Editor’s Note: Our review of 100 Bloody Acres originally ran during this year’s inaugural Stanley Film Fest, but we’re running it again now as the movie hits VOD and limited theatrical release starting June 28, 2013.
It’s been said before (by me) that the horror/comedy hybrid is one of the toughest genre mash-ups to get right. More often than not one of the two suffers as the filmmakers focus on one to the detriment of the other. It’s not that the two need to be equally represented, but they need to be equally sincere.
A recent and rare example of one that succeeds is the new Australian film, 100 Bloody Acres. It’s a very funny comedy through and through, but it never shies away from the red stuff.

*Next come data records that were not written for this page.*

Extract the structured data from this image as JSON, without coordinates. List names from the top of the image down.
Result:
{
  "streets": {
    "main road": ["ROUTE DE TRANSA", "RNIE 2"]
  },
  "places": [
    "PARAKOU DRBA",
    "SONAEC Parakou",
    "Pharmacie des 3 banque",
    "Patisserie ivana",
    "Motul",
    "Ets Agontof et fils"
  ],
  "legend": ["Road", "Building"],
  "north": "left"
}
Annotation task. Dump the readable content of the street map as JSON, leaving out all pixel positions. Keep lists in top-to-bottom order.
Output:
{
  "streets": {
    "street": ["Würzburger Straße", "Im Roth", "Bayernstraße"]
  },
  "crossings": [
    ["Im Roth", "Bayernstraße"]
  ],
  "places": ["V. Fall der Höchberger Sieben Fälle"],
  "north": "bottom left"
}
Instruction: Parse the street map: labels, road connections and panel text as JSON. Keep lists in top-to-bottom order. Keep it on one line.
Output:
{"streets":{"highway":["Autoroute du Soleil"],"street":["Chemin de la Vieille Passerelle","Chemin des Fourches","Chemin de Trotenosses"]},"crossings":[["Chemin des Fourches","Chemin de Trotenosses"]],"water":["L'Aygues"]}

When the going gets tough the tough get grinding, and in the Morgan Brothers’ case what they’re grinding are human bodies. They’re not murderers per se as they rely almost exclusively on accident victims, but what else are small business owners to do when they discover that humans are the secret ingredient that makes their fertilizer more popular than ever? When Reg (Damon Herriman) passes three twenty-somethings on a back road and offers to give them a lift the trio learn the lengths he and his brother Lindsay (Angus Sampson) will go to secure the necessary ingredients to satisfy their customers.
James (Oliver Ackland), his girlfriend Sophie (Anna McGahan) and their friend Wesley (Jamie Kristian) are just trying to get to a big concert, but while James struggles to work up the nerve to ask Sophie to marry him she’s off canoodling with Wesley. Infidelity is far from their biggest problem now though as Lindsay can only see the dollar signs in the grue-filled buckets attached to the grinder.
Then Reg takes a liking to Sophie, and things get even more complicated.
Writers/directors/probably brothers Cameron and Colin Cairnes deliver an incredibly fun and bloody romp for their feature debut that manages to shake up character conventions in regard to the protagonist/antagonist distinctions. As familiar as the setup feels it’s actually Reg and Lindsay who become the most interesting characters here as the trio of potential victims drown in their own bickering.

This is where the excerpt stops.